Reputation: 5110
I am writing a real time analytics tool using kafka,storm and elasticsearch and want a elasticsearch that is write optimized for about 50K/sec inserts. For the purpose of POC I tried inserting bulk documents into the elasticsearch attaining 10K inserts per seconds.
I am running ES on a large box of amazon ec2. I have tweaked the properties as below:
indices.memory.index_buffer_size: 30%
indices.memory.min_shard_index_buffer_size: 30mb
indices.memory.min_index_buffer_size: 96mb
threadpool.bulk.type: fixed
threadpool.bulk.size: 100
threadpool.bulk.queue_size: 2000
bootstrap.mlockall: true
But I want write performance in order of 50Ks and not 10Ks to ensure the normal flow of my storm topology. Can anyone suggest how to configure a heavy write optimized ES cluster.
Upvotes: 5
Views: 5921
Reputation: 8347
The scripts located here may help you improve indexing performance. There are many options and configurations to try, I write about some here however this isn't a comprehensive list.

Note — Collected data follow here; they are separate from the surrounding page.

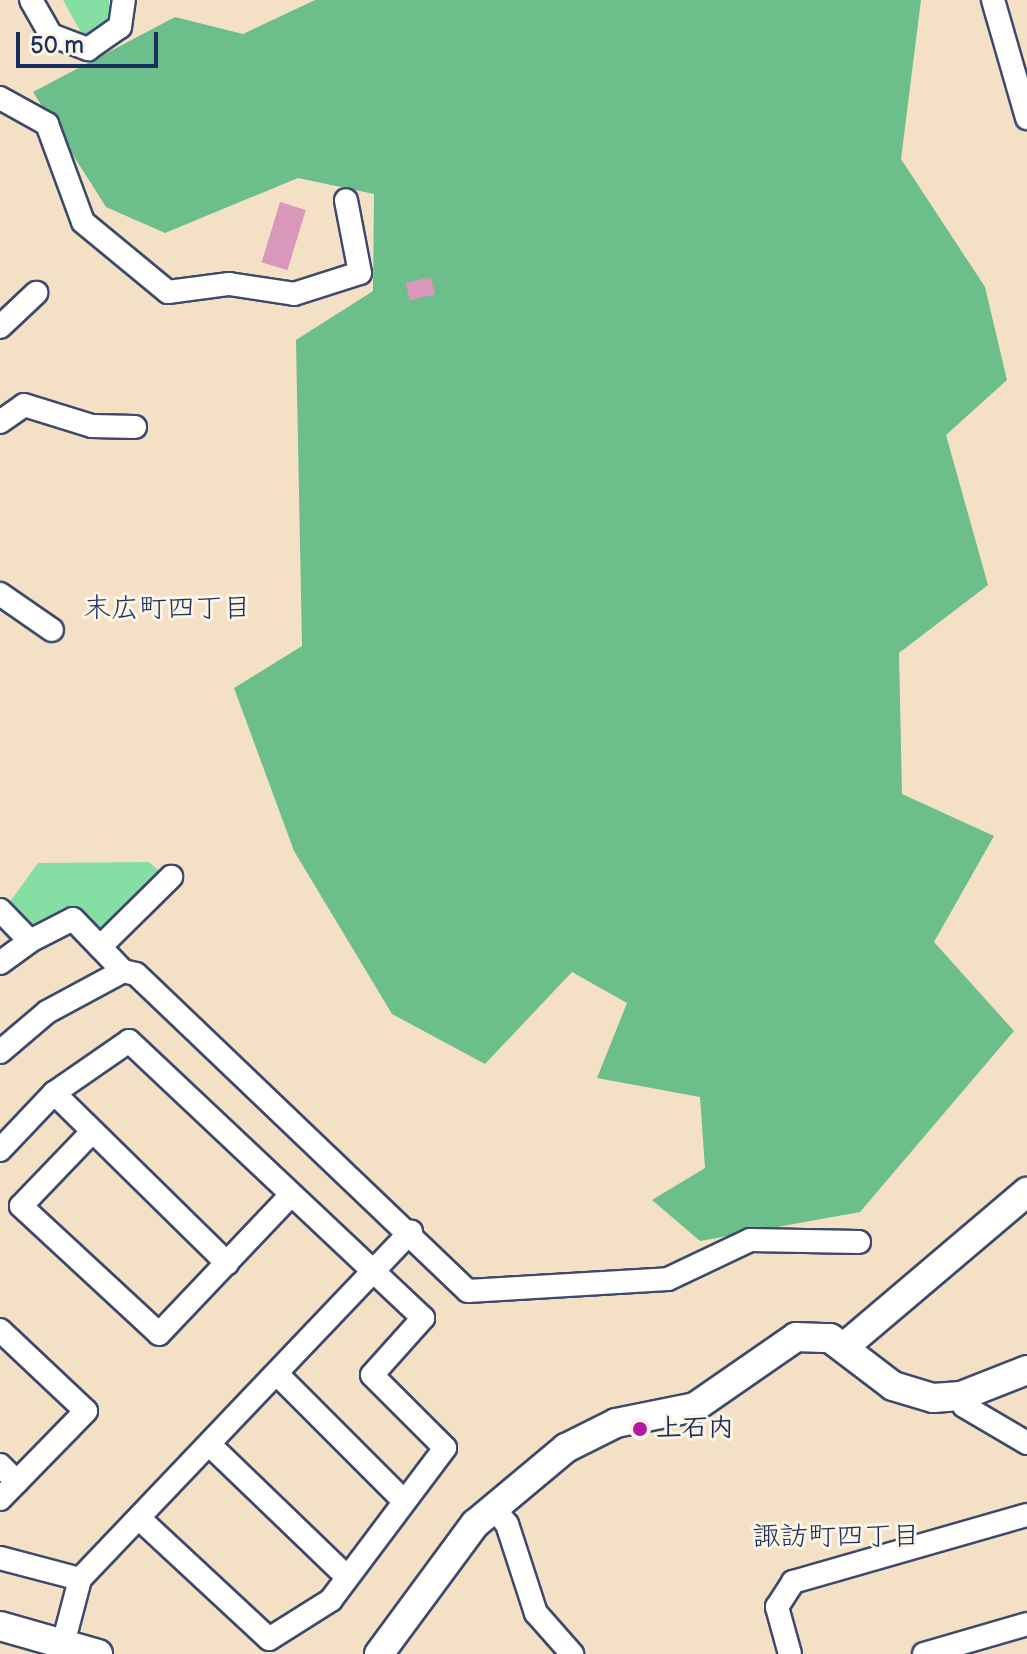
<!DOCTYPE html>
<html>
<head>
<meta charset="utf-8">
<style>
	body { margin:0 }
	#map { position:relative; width:1027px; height:1654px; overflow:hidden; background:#f4e0c4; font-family:"Balsamiq Sans","Klee One",sans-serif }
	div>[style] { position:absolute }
	.green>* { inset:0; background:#85dfa4 }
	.forest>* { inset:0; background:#6cbe8a }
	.building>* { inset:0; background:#d997bc; transform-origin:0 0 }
	.roads { filter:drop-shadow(2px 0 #3c4a6d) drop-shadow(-2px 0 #3c4a6d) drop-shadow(0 2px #3c4a6d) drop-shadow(0 -2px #3c4a6d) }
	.minor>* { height:22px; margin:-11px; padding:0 11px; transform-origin:11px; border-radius:11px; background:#fff }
	.tertiary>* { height:28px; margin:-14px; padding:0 14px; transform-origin:14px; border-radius:14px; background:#fff }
	.dots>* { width:22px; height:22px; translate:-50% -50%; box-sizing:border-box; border:4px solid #fcf5e5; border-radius:50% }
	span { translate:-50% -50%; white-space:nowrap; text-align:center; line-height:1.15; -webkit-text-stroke:6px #fcf5e5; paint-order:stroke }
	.poi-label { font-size:26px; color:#1b2f5e; font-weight:700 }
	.left { translate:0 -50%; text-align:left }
	.neighbourhood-label { font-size:28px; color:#1b2f5e }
	.scale { position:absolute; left:16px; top:32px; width:142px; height:36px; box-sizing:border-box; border:4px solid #1b2f5e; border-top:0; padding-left:10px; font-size:24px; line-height:28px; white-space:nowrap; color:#1b2f5e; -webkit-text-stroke:6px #fcf5e5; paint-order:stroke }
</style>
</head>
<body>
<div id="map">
	<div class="green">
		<div style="clip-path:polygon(63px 0,109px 0,109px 17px,83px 36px)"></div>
		<div style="clip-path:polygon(149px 862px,162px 874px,102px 935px,38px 929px,9px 903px,38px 863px)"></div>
	</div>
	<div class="forest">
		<div style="clip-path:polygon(315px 0,921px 0,901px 159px,985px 287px,1007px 380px,946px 435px,988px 585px,899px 653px,902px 794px,994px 836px,934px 942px,1014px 1031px,860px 1212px,700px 1241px,652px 1200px,705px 1168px,700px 1097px,597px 1078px,627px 1003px,572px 972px,485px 1064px,392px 1014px,294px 851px,234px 688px,302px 646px,296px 340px,373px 291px,374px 194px,298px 178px,165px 233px,106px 207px,33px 92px,175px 17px,243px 34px)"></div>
	</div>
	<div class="building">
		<div style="left:280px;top:202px;width:27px;height:63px;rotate:17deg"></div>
		<div style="left:431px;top:277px;width:18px;height:26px;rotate:77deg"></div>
	</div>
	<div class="roads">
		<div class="minor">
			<div style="left:31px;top:0;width:40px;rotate:60.3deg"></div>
			<div style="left:51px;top:35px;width:40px;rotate:21deg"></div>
			<div style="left:88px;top:49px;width:39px;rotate:-35deg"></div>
			<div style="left:120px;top:27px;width:27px;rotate:-82deg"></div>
			<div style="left:993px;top:0;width:123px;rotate:73.9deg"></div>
			<div style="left:0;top:98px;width:54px;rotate:29deg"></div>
			<div style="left:47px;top:124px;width:104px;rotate:69.8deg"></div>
			<div style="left:83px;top:222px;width:110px;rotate:39.5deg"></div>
			<div style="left:168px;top:292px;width:62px;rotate:-7.5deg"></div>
			<div style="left:229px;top:284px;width:66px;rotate:8.7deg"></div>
			<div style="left:294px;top:294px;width:69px;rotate:-17.7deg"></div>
			<div style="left:360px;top:273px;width:74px;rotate:-100.9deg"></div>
			<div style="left:0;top:327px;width:50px;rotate:-43.4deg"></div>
			<div style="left:0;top:422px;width:29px;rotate:-35deg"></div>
			<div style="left:24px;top:405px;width:71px;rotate:17.2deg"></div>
			<div style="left:92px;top:426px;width:43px;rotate:1.3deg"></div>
			<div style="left:0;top:594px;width:63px;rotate:34.7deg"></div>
			<div style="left:0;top:910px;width:43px;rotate:45.9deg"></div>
			<div style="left:30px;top:941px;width:48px;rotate:-27.1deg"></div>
			<div style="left:73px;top:919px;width:72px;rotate:46.1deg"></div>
			<div style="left:100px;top:947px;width:100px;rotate:-44.6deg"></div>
			<div style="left:0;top:963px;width:37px;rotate:-36deg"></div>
			<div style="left:0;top:1052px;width:62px;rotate:-40.4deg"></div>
			<div style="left:47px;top:1012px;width:86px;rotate:-28.3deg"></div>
			<div style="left:123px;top:971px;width:13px;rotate:13deg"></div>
			<div style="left:136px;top:974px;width:459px;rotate:43.7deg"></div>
			<div style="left:468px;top:1291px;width:200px;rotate:-3.4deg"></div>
			<div style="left:668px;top:1279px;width:91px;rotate:-25.4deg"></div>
			<div style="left:750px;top:1240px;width:109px;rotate:1.1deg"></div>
			<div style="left:54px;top:1093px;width:243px;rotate:44.5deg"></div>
			<div style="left:91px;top:1133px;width:101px;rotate:133.8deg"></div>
			<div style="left:21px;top:1206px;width:188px;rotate:42.8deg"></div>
			<div style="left:159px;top:1334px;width:192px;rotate:-46.5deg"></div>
			<div style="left:0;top:1150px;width:79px;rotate:-46.5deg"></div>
			<div style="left:54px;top:1093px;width:91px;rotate:-34.7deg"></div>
			<div style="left:129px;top:1041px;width:404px;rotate:43.3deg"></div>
			<div style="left:423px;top:1318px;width:76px;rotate:131.8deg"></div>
			<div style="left:372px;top:1375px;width:103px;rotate:45deg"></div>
			<div style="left:445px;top:1448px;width:190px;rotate:126.9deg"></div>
			<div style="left:331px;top:1600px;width:73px;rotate:147.8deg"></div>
			<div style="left:269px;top:1639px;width:175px;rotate:-137.1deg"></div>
			<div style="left:0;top:1330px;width:118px;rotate:43.3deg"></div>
			<div style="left:86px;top:1411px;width:123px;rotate:134.3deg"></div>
			<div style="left:278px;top:1375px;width:177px;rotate:45deg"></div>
			<div style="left:961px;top:1396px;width:10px;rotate:73deg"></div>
			<div style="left:964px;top:1406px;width:73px;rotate:30.4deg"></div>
			<div style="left:211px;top:1446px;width:189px;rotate:43.9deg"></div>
			<div style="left:0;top:1465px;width:24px;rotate:45deg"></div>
			<div style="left:493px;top:1507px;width:22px;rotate:51deg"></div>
			<div style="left:507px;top:1524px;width:94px;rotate:72deg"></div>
			<div style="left:536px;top:1613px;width:55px;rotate:48.7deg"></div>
			<div style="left:0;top:1558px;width:83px;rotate:14.7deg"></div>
			<div style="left:63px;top:1644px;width:67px;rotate:-75.3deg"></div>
			<div style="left:80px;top:1579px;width:480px;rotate:-46.4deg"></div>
			<div style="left:790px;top:1654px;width:49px;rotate:-105.5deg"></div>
			<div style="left:777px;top:1607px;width:30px;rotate:-57deg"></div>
			<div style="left:793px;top:1582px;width:243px;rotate:-16deg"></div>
			<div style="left:924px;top:1654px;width:107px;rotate:-16.2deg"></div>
		</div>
		<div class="tertiary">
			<div style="left:844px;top:1347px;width:240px;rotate:-40.3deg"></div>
			<div style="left:0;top:1626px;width:102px;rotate:15.9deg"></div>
			<div style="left:379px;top:1654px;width:162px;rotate:-53.6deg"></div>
			<div style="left:475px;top:1524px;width:119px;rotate:-39.9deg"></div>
			<div style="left:566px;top:1448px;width:56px;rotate:-26.6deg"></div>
			<div style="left:616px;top:1423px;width:81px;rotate:-11.4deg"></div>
			<div style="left:695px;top:1407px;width:123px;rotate:-34.7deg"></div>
			<div style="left:796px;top:1337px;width:34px;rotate:2deg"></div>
			<div style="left:830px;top:1338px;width:79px;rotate:37.3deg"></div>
			<div style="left:893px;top:1386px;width:42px;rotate:16.7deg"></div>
			<div style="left:933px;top:1398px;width:28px;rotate:-4deg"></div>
			<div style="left:961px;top:1396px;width:71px;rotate:-21.5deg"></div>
		</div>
	</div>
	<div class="dots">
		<div style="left:640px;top:1429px;background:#b5179e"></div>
	</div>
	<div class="poi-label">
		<span class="left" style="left:656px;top:1429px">上石内</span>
	</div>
	<div class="neighbourhood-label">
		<span style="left:167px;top:609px">末広町四丁目</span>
		<span style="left:836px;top:1537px">諏訪町四丁目</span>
	</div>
	<div class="scale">50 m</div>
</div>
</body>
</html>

Reducing replicas and increasing shards increases indexing performance but however reduces availability and searching performance during indexing.
Perhaps sending HTTP bulk requests to several nodes rather than just the master node could help you get the figures you desire.
Hope this helps somewhat. 10k/ps inserts is good better than what most people have achieved however whether they get to use a large Amazon instance I don't know.
Upvotes: 2